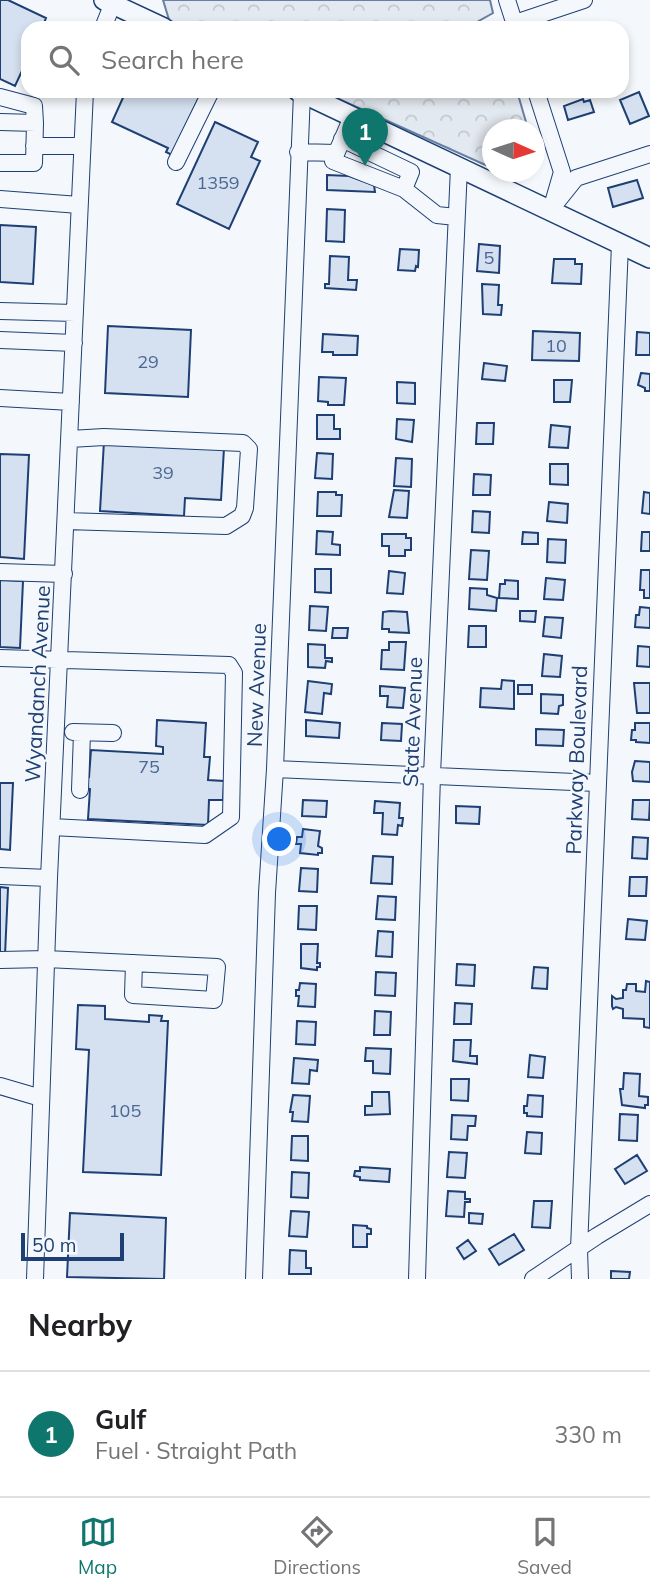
<!DOCTYPE html>
<meta charset="utf-8">
<style>
:root{--surface:#fff;--page:#f2f2f2;--text:#202124;--muted:#757577;--line:#e0e0e0;--accent:#0f766e}
body{margin:0;font-family:Mulish,sans-serif;background:var(--page);color:var(--text)}
.compass{position:absolute;left:482px;top:119px;width:63px;height:63px;border-radius:50%;background:var(--surface);box-shadow:0 4px 10px #0003;rotate:93deg}
.scale{position:absolute;left:21px;bottom:18px;width:103px;box-sizing:border-box;padding-left:7px;border:4px solid #1d3f73;border-top:0;font-size:19px;line-height:24px;white-space:nowrap;color:#1d3f73;-webkit-text-stroke:5px #f4f7fb;paint-order:stroke}
.you{position:absolute;left:280px;top:840px;width:24px;height:24px;margin:-18px;border:5px solid #fff;border-radius:50%;background:#1a73e8;box-shadow:0 0 0 10px #1a73e833}
.badge{display:grid;place-items:center;width:46px;height:46px;border-radius:50%;background:var(--accent);color:#fff;font-size:23px;font-weight:700}
.pin{position:absolute;translate:-50% -58px;filter:drop-shadow(0 2px 4px #0008)}
.pin::after{content:'';position:absolute;top:37px;width:24px;height:21px;background:inherit;clip-path:polygon(0 0,100% 0,50% 100%)}
.list{margin:0;padding:0;list-style:none}
h2{display:flex;justify-content:space-between;align-items:center;height:91px;margin:0;padding:0 28px;font-size:30px}
h2 small{font-size:23px;font-weight:400;color:var(--muted)}
.list li{display:grid;grid-template-columns:46px 1fr auto;gap:21px;align-items:center;box-sizing:border-box;height:126px;padding:0 28px;border-top:2px solid var(--line)}
.list b{display:block;font-size:26px;white-space:nowrap}
.list p{margin:0;font-size:23px;white-space:nowrap;color:var(--muted)}
.list em{font-size:23px;font-style:normal;color:var(--muted)}
.icon{flex:none;width:38px;height:38px;fill:none;stroke:currentColor;stroke-width:2;stroke-linecap:round;stroke-linejoin:round}
.map{position:relative;flex:none;width:650px;height:1279px;overflow:hidden}
.search{position:absolute;background:var(--surface);box-shadow:0 4px 10px #0003;left:21px;right:21px;top:21px;height:77px;display:flex;align-items:center;gap:18px;box-sizing:border-box;padding:0 24px;border-radius:21px;color:var(--muted);font-size:26px}
.sheet{height:217px;background:var(--surface)}
nav{display:flex;justify-content:space-around;align-items:center;box-sizing:border-box;height:98px;border-top:2px solid var(--line);background:var(--surface);font-size:19px;color:var(--muted)}
nav a{display:grid;justify-items:center;gap:4px}
nav .on{color:var(--accent)}
.map>svg:first-child{display:block}
</style>
<div class="map">
<svg width="650" height="1279" viewBox="0 0 650 1279">
<defs>
<pattern id="forest-crowns" width="20" height="18" patternUnits="userSpaceOnUse" patternTransform="scale(1.75)"><rect width="20" height="18" fill="#e3e9f0"/><path d="M2 6a3 3 0 1 1 6 0M12 15a3 3 0 1 1 6 0" fill="none" stroke="#c2c9d1"/></pattern>
</defs>
<rect width="100%" height="100%" fill="#f4f7fb"/>
<!-- forest -->
<path fill="url(#forest-crowns)" stroke="#687fa3" stroke-width="2" d="M 163,0 L 490,0 L 493,13 L 466,28 L 182,28 L 170,23 Z
M 321,91 L 517,91 L 528,129 L 492,130 L 492,168 Z"/>
<!-- building -->
<path fill="#d5e0f0" stroke="#1d3f73" stroke-width="2" d="M 0,0 L 8,0 L 46,18 L 42,28 L 28,28 L 28,58 L 15,86 L 0,79 Z
M 126,91 L 202,91 L 172,155 L 166,152 L 168,148 L 112,122 Z
M 639,92 L 649,116 L 630,124 L 620,100 Z
M 583,99 L 584,102 L 590,100 L 594,112 L 568,120 L 564,106 Z
M 215,122 L 258,142 L 251,157 L 260,161 L 229,229 L 177,204 Z
M 327,175 L 349,176 L 374,185 L 375,192 L 327,190 Z
M 637,180 L 643,198 L 613,207 L 608,188 Z
M 327,209 L 345,210 L 344,242 L 326,241 Z
M 0,225 L 36,227 L 33,284 L 0,282 Z
M 479,244 L 500,246 L 499,273 L 477,271 Z
M 400,249 L 419,250 L 418,267 L 416,266 L 415,271 L 398,270 Z
M 330,256 L 349,257 L 348,280 L 357,280 L 356,290 L 325,288 L 325,284 L 329,284 Z
M 554,259 L 575,259 L 575,264 L 582,264 L 581,284 L 552,283 Z
M 482,284 L 499,285 L 498,305 L 502,305 L 501,315 L 483,314 Z
M 108,326 L 191,330 L 188,397 L 105,393 Z
M 533,331 L 580,333 L 579,361 L 532,360 Z
M 637,332 L 650,333 L 650,355 L 636,355 Z
M 323,334 L 358,336 L 357,355 L 333,355 L 333,352 L 322,352 Z
M 484,363 L 507,366 L 505,381 L 482,379 Z
M 641,373 L 650,374 L 650,391 L 645,391 L 645,388 L 638,385 Z
M 319,377 L 346,378 L 344,405 L 328,405 L 328,402 L 318,401 Z
M 554,380 L 572,380 L 570,402 L 554,402 Z
M 397,382 L 415,383 L 415,404 L 397,403 Z
M 317,415 L 334,415 L 334,429 L 340,429 L 340,439 L 317,439 Z
M 397,419 L 414,420 L 412,442 L 396,439 Z
M 477,423 L 494,423 L 493,444 L 476,444 Z
M 551,425 L 570,427 L 568,448 L 549,447 Z
M 104,441 L 224,448 L 221,500 L 185,498 L 184,516 L 100,511 Z
M 317,453 L 333,454 L 332,479 L 315,478 Z
M 0,454 L 29,455 L 24,559 L 0,557 Z
M 396,458 L 412,459 L 411,487 L 394,486 Z
M 550,464 L 568,464 L 568,485 L 550,484 Z
M 474,474 L 491,475 L 490,495 L 473,495 Z
M 394,490 L 409,491 L 407,518 L 389,517 Z
M 318,492 L 336,492 L 336,495 L 342,495 L 341,516 L 317,516 Z
M 644,492 L 650,493 L 650,514 L 642,513 Z
M 549,502 L 568,504 L 567,523 L 547,521 Z
M 473,511 L 490,512 L 489,533 L 472,532 Z
M 317,531 L 333,532 L 332,544 L 340,545 L 340,555 L 316,554 Z
M 523,532 L 538,533 L 538,544 L 522,544 Z
M 642,532 L 650,532 L 650,551 L 641,551 Z
M 382,534 L 406,534 L 406,538 L 411,538 L 411,550 L 405,550 L 405,556 L 389,556 L 389,546 L 382,546 Z
M 548,539 L 566,540 L 565,563 L 547,562 Z
M 471,550 L 489,551 L 487,580 L 469,579 Z
M 315,569 L 331,569 L 331,593 L 315,592 Z
M 641,570 L 650,570 L 650,598 L 644,598 L 644,590 L 640,590 Z
M 389,571 L 405,573 L 403,594 L 387,593 Z
M 546,578 L 565,580 L 563,600 L 544,599 Z
M 0,580 L 23,581 L 20,648 L 0,647 Z
M 505,580 L 518,581 L 518,599 L 499,598 L 500,584 L 505,584 Z
M 470,588 L 487,589 L 487,595 L 497,598 L 496,611 L 469,609 Z
M 310,606 L 328,607 L 326,631 L 309,630 Z
M 640,607 L 650,608 L 650,628 L 635,627 L 636,615 L 639,615 Z
M 390,611 L 407,612 L 409,633 L 389,632 L 389,629 L 382,629 L 383,612 Z
M 520,611 L 536,611 L 535,622 L 520,621 Z
M 545,617 L 563,618 L 561,638 L 543,636 Z
M 469,626 L 486,626 L 486,647 L 468,647 Z
M 333,628 L 348,628 L 347,638 L 332,638 Z
M 389,642 L 406,642 L 404,670 L 381,669 L 382,650 L 389,650 Z
M 308,644 L 325,645 L 325,658 L 332,658 L 332,662 L 326,661 L 325,668 L 308,667 Z
M 638,646 L 650,647 L 650,667 L 637,666 Z
M 544,654 L 562,656 L 560,677 L 542,676 Z
M 502,680 L 514,681 L 514,709 L 480,707 L 481,688 L 501,689 Z
M 308,681 L 332,684 L 331,694 L 324,693 L 322,714 L 305,712 Z
M 634,683 L 650,683 L 650,713 L 637,713 Z
M 518,685 L 532,685 L 532,694 L 518,694 Z
M 380,686 L 405,688 L 403,708 L 387,707 L 388,696 L 380,696 Z
M 541,694 L 563,695 L 563,705 L 559,706 L 558,714 L 541,713 Z
M 157,720 L 206,723 L 204,757 L 210,757 L 208,780 L 224,781 L 223,800 L 209,800 L 208,825 L 88,819 L 90,789 L 85,788 L 86,777 L 89,777 L 91,750 L 163,754 L 163,747 L 156,746 Z
M 306,720 L 340,723 L 339,738 L 306,736 Z
M 382,723 L 402,724 L 401,741 L 381,740 Z
M 635,723 L 650,723 L 650,743 L 636,742 L 636,740 L 631,740 L 632,730 L 635,730 Z
M 536,729 L 564,730 L 563,746 L 536,745 Z
M 635,761 L 650,762 L 650,782 L 633,781 L 632,772 Z
M 0,783 L 13,783 L 10,850 L 0,849 Z
M 303,800 L 327,801 L 326,817 L 302,816 Z
M 633,800 L 650,800 L 649,820 L 632,819 Z
M 375,801 L 400,803 L 399,818 L 403,818 L 402,826 L 398,825 L 397,835 L 382,834 L 383,813 L 374,813 Z
M 456,806 L 480,807 L 479,824 L 456,823 Z
M 303,829 L 320,831 L 318,846 L 322,848 L 322,853 L 318,853 L 318,855 L 300,853 L 301,844 L 296,844 L 297,837 L 302,837 Z
M 633,837 L 648,838 L 647,859 L 632,858 Z
M 373,856 L 393,857 L 392,884 L 371,883 Z
M 301,868 L 318,869 L 317,892 L 299,891 Z
M 630,877 L 647,877 L 646,896 L 629,896 Z
M 0,887 L 8,888 L 5,955 L 0,955 Z
M 378,896 L 396,897 L 395,920 L 376,919 Z
M 299,906 L 317,906 L 316,930 L 298,929 Z
M 628,919 L 647,921 L 645,940 L 626,939 Z
M 378,931 L 393,932 L 392,957 L 376,956 Z
M 301,944 L 318,944 L 317,963 L 320,963 L 320,967 L 317,967 L 317,970 L 301,968 Z
M 457,964 L 475,965 L 474,986 L 456,985 Z
M 534,967 L 548,968 L 547,989 L 532,988 Z
M 376,972 L 396,973 L 395,996 L 375,995 Z
M 646,981 L 650,982 L 650,1028 L 644,1027 L 644,1019 L 623,1018 L 623,1009 L 616,1007 L 613,1009 L 612,1006 L 612,996 L 616,999 L 623,998 L 623,990 L 626,990 L 627,984 L 636,984 L 636,991 L 645,992 Z
M 300,983 L 316,984 L 315,1007 L 298,1006 L 299,996 L 296,996 L 296,990 L 299,990 Z
M 455,1003 L 472,1004 L 471,1024 L 454,1024 Z
M 78,1005 L 105,1006 L 105,1019 L 149,1022 L 149,1015 L 162,1016 L 161,1021 L 168,1021 L 161,1175 L 83,1172 L 89,1050 L 76,1049 Z
M 375,1011 L 391,1012 L 390,1035 L 374,1035 Z
M 297,1021 L 316,1022 L 315,1045 L 296,1044 Z
M 454,1040 L 471,1040 L 470,1056 L 477,1056 L 477,1064 L 453,1061 Z
M 366,1048 L 391,1049 L 390,1074 L 373,1073 L 373,1061 L 365,1061 Z
M 530,1055 L 545,1057 L 543,1078 L 528,1077 Z
M 294,1058 L 318,1060 L 317,1071 L 310,1070 L 309,1084 L 292,1083 Z
M 624,1073 L 640,1074 L 639,1096 L 648,1097 L 648,1105 L 645,1105 L 645,1108 L 622,1105 L 620,1089 L 623,1089 Z
M 451,1079 L 469,1079 L 468,1101 L 451,1100 Z
M 372,1092 L 389,1092 L 390,1114 L 365,1115 L 365,1106 L 372,1106 Z
M 293,1095 L 310,1096 L 308,1122 L 292,1121 L 293,1112 L 290,1112 Z
M 528,1095 L 543,1096 L 542,1117 L 527,1116 L 527,1113 L 524,1113 L 524,1106 L 527,1106 Z
M 620,1114 L 638,1115 L 637,1141 L 619,1140 Z
M 452,1115 L 476,1116 L 475,1126 L 468,1126 L 467,1140 L 451,1139 Z
M 527,1132 L 542,1133 L 541,1154 L 525,1153 Z
M 292,1136 L 308,1136 L 308,1161 L 291,1160 Z
M 449,1152 L 467,1153 L 465,1178 L 447,1177 Z
M 637,1155 L 647,1171 L 625,1184 L 615,1169 Z
M 360,1167 L 390,1169 L 389,1182 L 360,1180 L 360,1177 L 354,1176 L 355,1171 L 360,1171 Z
M 292,1172 L 309,1173 L 308,1198 L 291,1197 Z
M 448,1191 L 465,1192 L 465,1199 L 470,1199 L 470,1202 L 465,1202 L 464,1217 L 446,1216 Z
M 534,1201 L 552,1201 L 550,1228 L 532,1227 Z
M 291,1211 L 309,1212 L 307,1237 L 289,1236 Z
M 70,1213 L 166,1218 L 164,1279 L 67,1277 Z
M 469,1213 L 483,1214 L 482,1224 L 469,1223 Z
M 353,1225 L 367,1226 L 367,1228 L 371,1229 L 371,1234 L 367,1234 L 367,1247 L 353,1247 Z
M 514,1234 L 524,1250 L 499,1265 L 489,1249 Z
M 468,1240 L 476,1251 L 464,1259 L 457,1248 Z
M 290,1250 L 306,1251 L 306,1268 L 311,1268 L 311,1274 L 289,1274 Z
M 611,1271 L 630,1272 L 629,1279 L 611,1279 Z"/>
<g fill="none" stroke-linecap="round" stroke-linejoin="round">
<defs>
<path id="minor" d="M 507,0 L 516,28
M 515,23 L 584,0
M 103,28 L 114,0
M 536,91 L 562,172 L 551,210
M 0,97 L 34,106 L 35,123
M 0,122 L 35,123 L 34,163 L 0,163
M 342,139 L 411,172 L 404,189 L 333,161 L 352,117
M 34,146 L 82,146
M 298,152 L 336,153
M 176,162 L 211,91
M 404,189 L 437,215 L 456,217
M 0,199 L 79,205
M 556,203 L 576,178 L 650,154
M 0,311 L 75,313
M 0,340 L 74,343
M 0,398 L 71,402
M 66,521 L 226,526 L 242,516 L 245,508 L 249,449 L 243,443 L 104,437 L 70,439
M 0,572 L 64,574
M 0,658 L 229,665 L 234,673 L 231,817 L 205,835 L 52,827
M 73,732 L 113,733
M 275,769 L 597,783
M 80,790 L 82,733
M 0,876 L 49,878
M 0,960 L 46,959 L 217,967 L 214,1000 L 133,995 L 134,963
M 0,1086 L 41,1098
M 35,1279 L 49,878 L 85,91
M 254,1279 L 267,893 L 275,769 L 302,93
M 417,1279 L 432,775 L 459,167
M 533,1279 L 597,1236 L 650,1204
M 580,1279 L 579,1249 L 620,244"/>
<path id="major" d="M 104,0 L 164,28
M 298,91 L 650,258"/>
</defs>
<!-- minor casing -->
<use href="#minor" stroke="#1d3f73" stroke-width="18"/>
<!-- major casing -->
<use href="#major" stroke="#1d3f73" stroke-width="22"/>
<!-- minor -->
<use href="#minor" stroke="#f4f7fb" stroke-width="16"/>
<!-- major -->
<use href="#major" stroke="#f4f7fb" stroke-width="19"/>
</g>
<g text-anchor="middle" stroke-width="5" stroke-linejoin="round" paint-order="stroke">
<!-- number labels -->
<g font-size="18" fill="#4b6792">
<text x="218" y="189">1359</text>
<text x="489" y="264">5</text>
<text x="556" y="352">10</text>
<text x="148" y="368">29</text>
<text x="163" y="479">39</text>
<text x="149" y="773">75</text>
<text x="125" y="1117">105</text>
</g>
<!-- street labels -->
<g font-size="21" fill="#1d3f73" stroke="#f4f7fb">
<text transform="translate(38 684) rotate(-87)" y="7">Wyandanch Avenue</text>
<text transform="translate(257 685) rotate(-88)" y="7">New Avenue</text>
<text transform="translate(413 722) rotate(-88)" y="7">State Avenue</text>
<text transform="translate(577 760) rotate(-88)" y="7">Parkway Boulevard</text>
</g>
</g>
</svg>
<svg class="compass" viewBox="-18 -18 36 36"><path d="M0-13l5 13h-10z" fill="#e53935"/><path d="M0 13l5-13h-10z" fill="#757577"/></svg>
<div class="scale">50 m</div>
<div class="you"></div>
<div class="pin badge" style="left:365px;top:166px">1</div>
<div class="search"><svg class="icon" aria-label="search" viewBox="0 0 24 24"><circle cx="10" cy="10" r="6"/><path d="M15 15l6 6"/></svg>Search here</div>
</div>
<section class="sheet">
<h2>Nearby<small></small></h2>
<ul class="list">
<li><span class="badge">1</span><div><b>Gulf</b><p>Fuel · Straight Path</p></div><em>330 m</em></li>
</ul>
</section>
<nav>
<a class="on"><svg class="icon" aria-label="map" viewBox="0 0 24 24"><path d="M3 6l6-2 6 2 6-2v14l-6 2-6-2-6 2zM9 4v14M15 6v14"/></svg>Map</a>
<a><svg class="icon" aria-label="directions" viewBox="0 0 24 24"><path d="M12 3l9 9-9 9-9-9zM9 14v-3h6M13 9l2 2-2 2"/></svg>Directions</a>
<a><svg class="icon" aria-label="saved" viewBox="0 0 24 24"><path d="M7 4h10v16l-5-4-5 4z"/></svg>Saved</a>
</nav>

※ ※ ※

§ Assigned task
From the material above, set down exactly the lines starting at the one with "M 530,1055 L 545,1057 L 543,1078 L 528,1077 Z" and ending at the one with "M 176,162 L 211,91", end lines included.

§ Reply
M 530,1055 L 545,1057 L 543,1078 L 528,1077 Z
M 294,1058 L 318,1060 L 317,1071 L 310,1070 L 309,1084 L 292,1083 Z
M 624,1073 L 640,1074 L 639,1096 L 648,1097 L 648,1105 L 645,1105 L 645,1108 L 622,1105 L 620,1089 L 623,1089 Z
M 451,1079 L 469,1079 L 468,1101 L 451,1100 Z
M 372,1092 L 389,1092 L 390,1114 L 365,1115 L 365,1106 L 372,1106 Z
M 293,1095 L 310,1096 L 308,1122 L 292,1121 L 293,1112 L 290,1112 Z
M 528,1095 L 543,1096 L 542,1117 L 527,1116 L 527,1113 L 524,1113 L 524,1106 L 527,1106 Z
M 620,1114 L 638,1115 L 637,1141 L 619,1140 Z
M 452,1115 L 476,1116 L 475,1126 L 468,1126 L 467,1140 L 451,1139 Z
M 527,1132 L 542,1133 L 541,1154 L 525,1153 Z
M 292,1136 L 308,1136 L 308,1161 L 291,1160 Z
M 449,1152 L 467,1153 L 465,1178 L 447,1177 Z
M 637,1155 L 647,1171 L 625,1184 L 615,1169 Z
M 360,1167 L 390,1169 L 389,1182 L 360,1180 L 360,1177 L 354,1176 L 355,1171 L 360,1171 Z
M 292,1172 L 309,1173 L 308,1198 L 291,1197 Z
M 448,1191 L 465,1192 L 465,1199 L 470,1199 L 470,1202 L 465,1202 L 464,1217 L 446,1216 Z
M 534,1201 L 552,1201 L 550,1228 L 532,1227 Z
M 291,1211 L 309,1212 L 307,1237 L 289,1236 Z
M 70,1213 L 166,1218 L 164,1279 L 67,1277 Z
M 469,1213 L 483,1214 L 482,1224 L 469,1223 Z
M 353,1225 L 367,1226 L 367,1228 L 371,1229 L 371,1234 L 367,1234 L 367,1247 L 353,1247 Z
M 514,1234 L 524,1250 L 499,1265 L 489,1249 Z
M 468,1240 L 476,1251 L 464,1259 L 457,1248 Z
M 290,1250 L 306,1251 L 306,1268 L 311,1268 L 311,1274 L 289,1274 Z
M 611,1271 L 630,1272 L 629,1279 L 611,1279 Z"/>
<g fill="none" stroke-linecap="round" stroke-linejoin="round">
<defs>
<path id="minor" d="M 507,0 L 516,28
M 515,23 L 584,0
M 103,28 L 114,0
M 536,91 L 562,172 L 551,210
M 0,97 L 34,106 L 35,123
M 0,122 L 35,123 L 34,163 L 0,163
M 342,139 L 411,172 L 404,189 L 333,161 L 352,117
M 34,146 L 82,146
M 298,152 L 336,153
M 176,162 L 211,91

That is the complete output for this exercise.